Los ojos abiertos y los oídos alertas a cualquier movimiento o sonido sospechoso, Rosa no puede ni quiere volver a dormir. El espectro de un desastre la dejó despabilada y, supone, con una seria responsabilidad pesando sobre ella. ¿Qué hacer ahora? ¿Denunciar al grupo para salvar a todos de un posible desastre? ¿O quedarse callada y evitarse el triste papel de soplona? ¿O hablar con ellos para disuadirlos, y arriesgarse a que la amordacen y la encierren en el cajón con maderas y clavos y hasta que se olviden de ella y quede atrapada ahí para siempre? Las tres alternativas son inaceptables. Se muerde las uñas. Por más que quiera recordar, no encuentra nada, en ninguna arruga de su cerebro, que pueda buenamente guiarla hacia una decisión inteligente. Ni cuento huaorani ni parábola cristiana ni historia verdadera que pueda socorrerla con un modelo de conducta.

El debate interno la deja extenuada. Ya se le cierran los ojos de búho y se le hunden en la oscuridad del sueño.
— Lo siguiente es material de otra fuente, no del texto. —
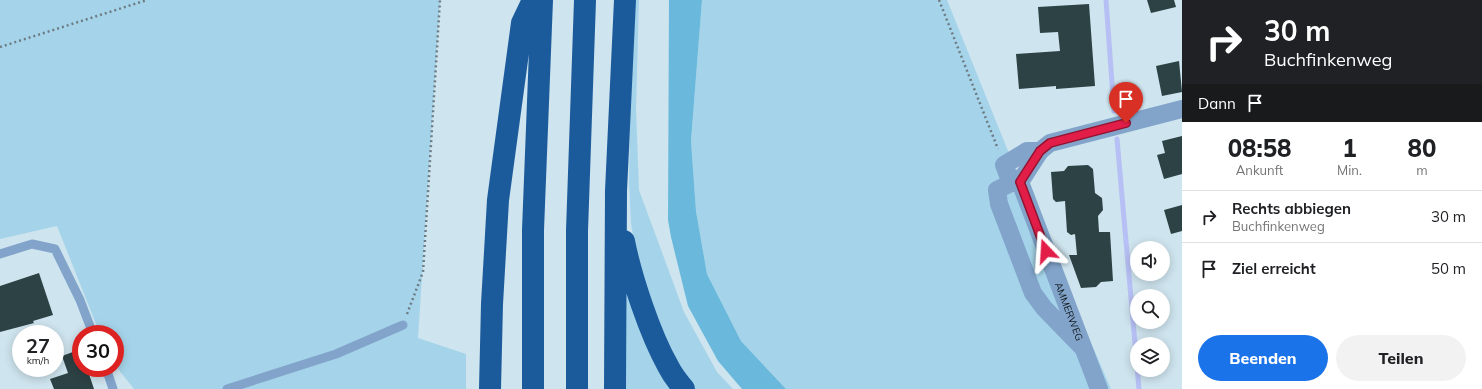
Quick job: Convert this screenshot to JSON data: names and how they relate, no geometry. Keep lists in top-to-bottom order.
{
  "streets": {
    "street": ["AMMERWEG"]
  },
  "page": {
    "turn": ["30 m", "Buchfinkenweg"],
    "then": "Dann",
    "eta": [
      "08:58",
      "Ankunft",
      "1",
      "Min.",
      "80",
      "m"
    ],
    "list": [
      {
        "name": "Rechts abbiegen",
        "note": "Buchfinkenweg",
        "value": "30 m"
      },
      {
        "name": "Ziel erreicht",
        "value": "50 m"
      }
    ],
    "speed": "27 km/h",
    "limit": "30",
    "buttons": ["Beenden", "Teilen"]
  }
}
Después de una noche insomne y sudorosa, el grupo de amotinados comienza a organizar la acción y Rosa se despierta, asustada. Mira su reloj: son las cinco de la mañana. Se escuchan pasos apresurados, hombres hablando con hombres, palabras entrecortadas, iracundas. Reconoce una voz que se hace más clara. Es la del hombre que está haciendo este viaje por segunda vez.

—¿Y cómo les harán saber de nuestra llegada a los lancheros que están esperándonos para llevarnos del barco a la playa?

—Podemos nadar hasta la costa.

—¿Nadar? ¡No me hagan reír! ¡Apuesto a que más de uno se ahoga en una meada!

—¡Pues, vamos a obligar al capitán a que los llame por radio, pues. Él está tan ilegal como nosotros y no podrá hacer nada. No tendrá agallas para denunciarnos.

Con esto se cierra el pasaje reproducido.